James White
Sektor dwunasty
Dla przyjaciół Kilgore’a Trouta,
którzy wzruszają tylko pogardliwie ramionami,
słysząc, że coś jest „niemożliwe”
Sector General
Przekład Radosław Kot
Wypadek
Centrum Retlin było największym lotniskiem Nidii i równocześnie jedynym na planecie portem kosmicznym. MacEwan zauważył cynicznie, że to także najbardziej uczęszczane w okolicy zoo. Główna hala pełna była futrzanych tubylców, turystów i personelu naziemnego, największy tłok panował jednak za szklanymi ścianami sali odlotów. Nidiańczycy w różnym wieku robili co mogli, aby zobaczyć podróżników oczekujących na wyruszenie w kosmos.
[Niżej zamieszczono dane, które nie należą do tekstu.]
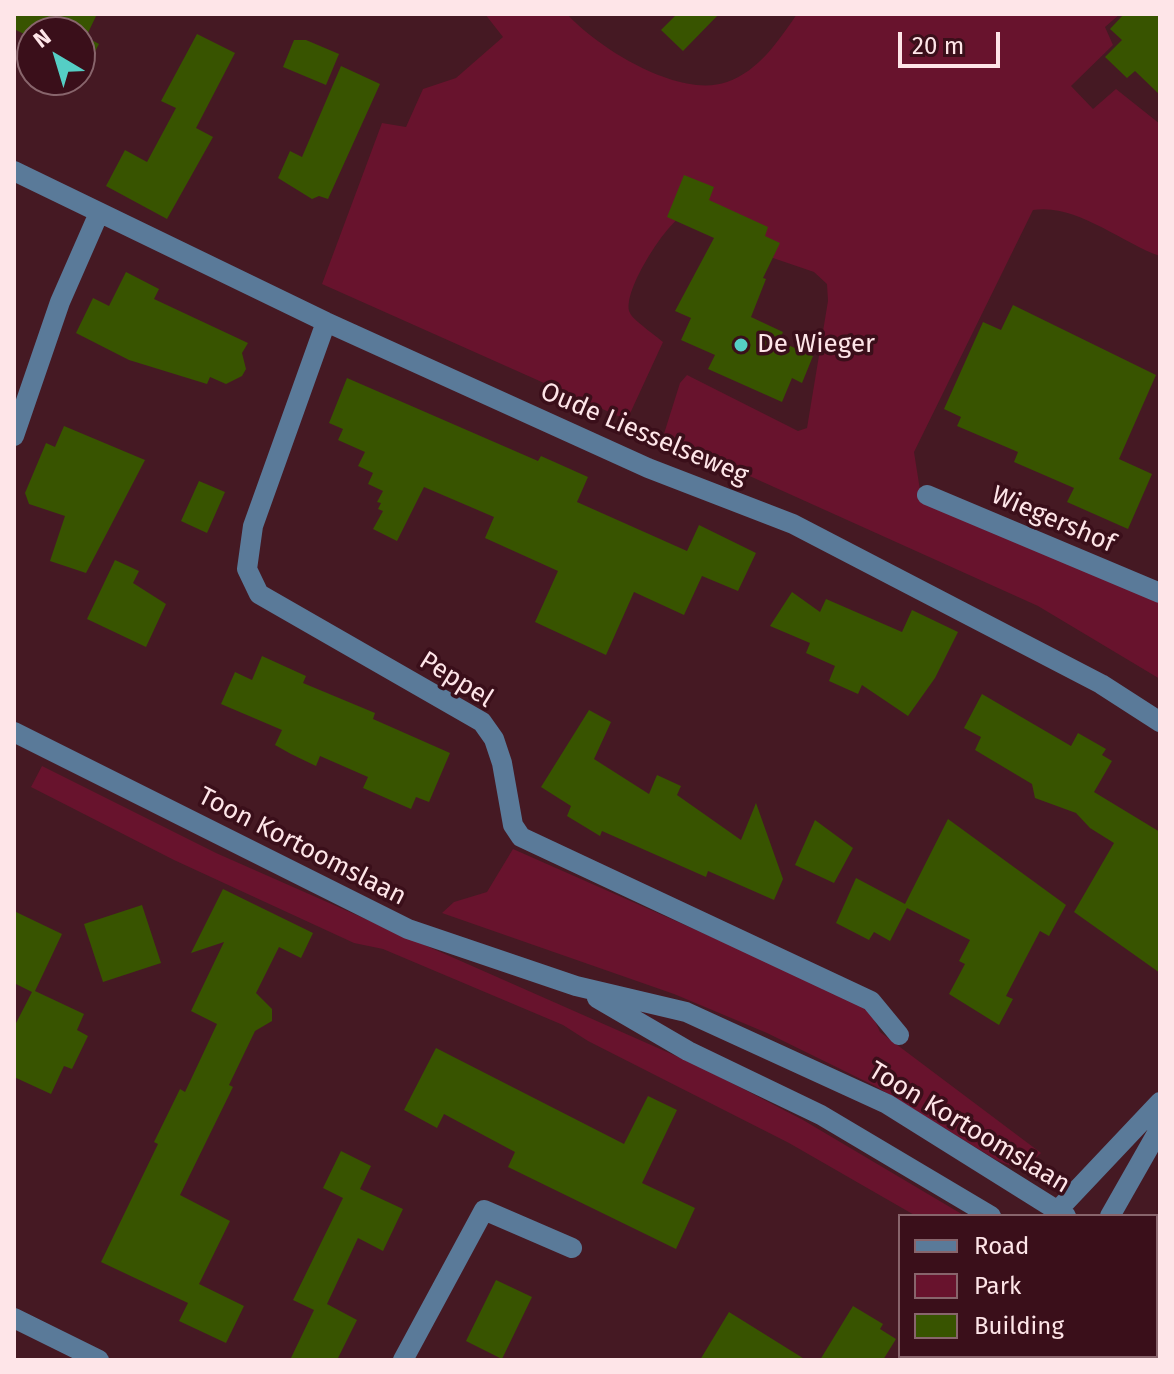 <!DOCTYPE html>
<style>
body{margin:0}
#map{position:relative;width:1174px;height:1374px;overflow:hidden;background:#451923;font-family:"Fira Sans",sans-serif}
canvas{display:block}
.frame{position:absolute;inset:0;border:16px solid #fee5e8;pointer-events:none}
.legend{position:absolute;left:898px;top:1214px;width:260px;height:144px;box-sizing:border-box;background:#3a0f1a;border:2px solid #88656c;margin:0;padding:10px 14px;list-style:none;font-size:24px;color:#fee5e8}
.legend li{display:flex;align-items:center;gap:16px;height:40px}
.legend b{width:40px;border:2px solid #88656c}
.north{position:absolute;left:16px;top:16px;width:80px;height:80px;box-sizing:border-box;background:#3a0f1a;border:2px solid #88656c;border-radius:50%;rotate:322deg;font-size:22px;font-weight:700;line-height:32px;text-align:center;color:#fee5e8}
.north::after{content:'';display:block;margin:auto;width:28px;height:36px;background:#55cec5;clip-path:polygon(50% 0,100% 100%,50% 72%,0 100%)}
.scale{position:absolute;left:898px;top:32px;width:102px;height:36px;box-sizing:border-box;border:4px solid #fee5e8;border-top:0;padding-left:10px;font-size:24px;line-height:28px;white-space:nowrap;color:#fee5e8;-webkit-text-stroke:6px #3a0f1a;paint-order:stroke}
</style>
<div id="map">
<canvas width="1174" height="1374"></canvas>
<div class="frame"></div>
<ul class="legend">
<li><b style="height:10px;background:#5a7a99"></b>Road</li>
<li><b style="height:22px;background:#68132d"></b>Park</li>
<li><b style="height:22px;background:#385400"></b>Building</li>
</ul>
<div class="north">N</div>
<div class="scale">20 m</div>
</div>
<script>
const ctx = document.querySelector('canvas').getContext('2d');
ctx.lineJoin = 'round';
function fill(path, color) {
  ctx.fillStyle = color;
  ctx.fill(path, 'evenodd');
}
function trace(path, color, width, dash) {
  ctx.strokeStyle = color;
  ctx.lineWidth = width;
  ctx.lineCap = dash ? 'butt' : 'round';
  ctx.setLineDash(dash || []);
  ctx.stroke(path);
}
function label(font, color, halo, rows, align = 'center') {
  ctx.font = font + ' "Fira Sans",sans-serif';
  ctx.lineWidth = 7;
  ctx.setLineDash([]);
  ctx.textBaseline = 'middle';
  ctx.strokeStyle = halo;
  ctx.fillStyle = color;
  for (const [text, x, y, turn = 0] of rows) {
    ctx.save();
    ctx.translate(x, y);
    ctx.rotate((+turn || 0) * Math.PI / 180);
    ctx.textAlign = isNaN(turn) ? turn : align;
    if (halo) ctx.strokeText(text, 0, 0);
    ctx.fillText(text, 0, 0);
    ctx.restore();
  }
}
const green = new Path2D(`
 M485,14H567C598,48 679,99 727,82C759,71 779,40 797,14H1120L1105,27L1113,45L1071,86L1093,109L1116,89L1160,124V256C1120,242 1076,203 1033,210L914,452L920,490L1160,597V679L1038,606L663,437L680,383L687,375L798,431L807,428L828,301L827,284L814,272L735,245L678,219C662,231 621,294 630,313C632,319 656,336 663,342L627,420L322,284L382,123L406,127L423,89L456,78L503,37Z
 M42,766L216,853L701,1067L803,1120L965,1216H916L789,1143L588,1041L563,1025L383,949L354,943L174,860L31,787Z
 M513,849L868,1006L880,1032L1041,1153L1023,1170L998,1161L875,1086L767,1033L674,994L442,913L454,902L487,892Z`);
const building = new Path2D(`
 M14,14H97L86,37L99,44L87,66L80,63V32H32V38L14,29Z
 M677,14H719L683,51L661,30Z
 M1124,14H1160V95L1135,71L1127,78L1105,57L1122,40L1110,29Z
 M197,34L235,53L196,128L213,137L167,219L106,186L125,150L147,162L176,108L161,101Z
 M294,40H306L339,54L326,85L283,67Z
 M341,66L380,84L328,199L319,196L312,199L278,178L290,151L302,157Z
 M684,175L714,187L709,200L768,227L765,236L780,243L763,278L766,279L751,317L783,332L779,341L813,356L802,383L792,378L782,402L708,369L715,355L681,340L691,318L675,311L714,238L667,217Z
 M126,272L159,289L154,299L248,343L242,353L246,369L242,376L226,384L210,377L207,384L129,360L76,333L93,298L109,306Z
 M1013,305L1156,375L1119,459L1152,474L1128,529L1067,502L1074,488L1014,462L1018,452L957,426L961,417L944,409L983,322L1001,330Z
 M347,378L538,461L541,456L588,477L577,502L687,551L699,525L756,553L738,591L702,576L684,615L634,592L606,655L535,622L558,571L485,538L494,517L424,487L397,541L373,529L383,511L378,509L381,503L377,502L383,491L368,484L373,473L358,466L365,452L338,440L343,429L329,423Z
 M64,426L145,460L86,573L50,561L65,516L29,504L25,493L46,443L55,447Z
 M199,481L225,492L207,533L181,521Z
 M115,560L139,571L133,583L166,604L146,647L87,619Z
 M792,592L820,612L826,599L902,632L912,610L958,632L935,678L908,716L862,685L858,694L829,681L835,666L806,653L810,643L770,626Z
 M262,656L306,676L303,683L375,713L373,719L450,753L429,802L416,797L411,809L363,788L368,777L320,756L316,766L291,754L275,745L282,730L221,704L235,672L252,680Z
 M982,694L1071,746L1078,733L1106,749L1102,755L1112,761L1094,792L1160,832V973L1074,912L1114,843L1090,828L1076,813L1035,798L1032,784L975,750L981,737L964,728Z
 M589,710L611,722L594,759L649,794L657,775L681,786L677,795L741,840L756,803L783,879L774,900L708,871L706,877L602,831L600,836L567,816L571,806L541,787Z
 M948,819L1066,905L1049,936L1040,931L1006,996L1013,999L999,1025L949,994L965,964L959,961L970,940L907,908L890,941L874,932L869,940L836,923L856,878L905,904Z
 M815,820L853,848L834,883L795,865Z
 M223,889L313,933L301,958L279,947L256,993L272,1009V1021L255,1031L229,1085L233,1087L180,1195L230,1221L199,1284L244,1306L226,1343L179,1321L188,1303L101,1262L158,1144L154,1142L180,1089L185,1092L217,1024L191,1011L224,942L191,953Z
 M142,905L161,963L103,982L84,924Z
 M14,911L62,934L35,991L84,1014L77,1030L88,1036L72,1069L64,1066L51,1094L14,1077V1027L32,992L14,983Z
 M436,1048L624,1144L648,1096L677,1110L642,1183L695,1208L676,1249L508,1167L515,1152L444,1114L437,1128L404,1110Z
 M341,1151L371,1166L360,1189L403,1209L383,1251L358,1238L327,1304L357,1320L337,1360H290L314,1310L293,1300L343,1198L323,1188Z
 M496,1280L532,1297L502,1359L466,1341Z
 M853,1306L883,1324L880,1329L896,1339L883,1360H820Z
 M729,1312L806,1360H700Z`);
const minor = new Path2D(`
 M14,171L326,322L648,468L793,524L1101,684L1160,722
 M326,322L253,526L247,569L259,594L482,722L494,739L502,763L513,825L521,837L871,1001L899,1035
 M14,436L60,302L99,213
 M927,495L1160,593
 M14,732L408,929L576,986L686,1012L887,1104L1066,1216
 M597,998L688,1051L821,1115L991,1216
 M1057,1216V1211L1160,1102
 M1110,1216L1160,1128
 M1156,1271L1160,1274
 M1156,1316L1160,1318
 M14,1318L99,1360
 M403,1360L484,1210L572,1248
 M976,1360L978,1356`);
const markers = [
 [741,345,8,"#55cec5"]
];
const poiNames = [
 ["De Wieger",757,345]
];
const streetNames = [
 ["Oude Liesselseweg",644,434,23],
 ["Wiegershof",1053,520,23],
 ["Peppel",456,680,32],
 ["Toon Kortoomslaan",302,847,27],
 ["Toon Kortoomslaan",969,1128,31]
];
fill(green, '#68132d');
fill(building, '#385400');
trace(minor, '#5a7a99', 20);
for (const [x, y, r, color] of markers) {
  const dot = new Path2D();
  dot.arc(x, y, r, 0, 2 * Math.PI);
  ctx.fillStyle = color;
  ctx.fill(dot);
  trace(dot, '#3a0f1a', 3);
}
label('26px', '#fee5e8', '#3a0f1a', poiNames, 'left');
label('26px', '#fee5e8', '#3a0f1a', streetNames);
</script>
Ciżba rozsunęła się błyskawicznie, widząc Kontrolerów eskortujących MacEwana i jego towarzysza. Żaden tubylec nie ośmieliłby się urazić gościa spoza planety, narażając go na przypadkowy nawet fizyczny kontakt. Za wejściem do sali odlotów obaj cywile zostali skierowani do małego biura, którego ściany niezwłocznie pociemniały.
Przed nimi stał pułkownik Korpusu, najwyższy rangą oficer tej formacji na Nidii. Z szacunkiem poczekał, aż obaj goście usiądą. Pierwszy raz spotkał wielkiego Ziemianina MacEwana i jego równie legendarnego towarzysza, Orligianina Grawlya-Ki. Spojrzał z dezaprobatą na ich mundury, podarte i brudne relikty niemal zapomnianej już wojny, rzucił jeszcze okiem na zajmujący narożnik biurka solidograf i w końcu usiadł.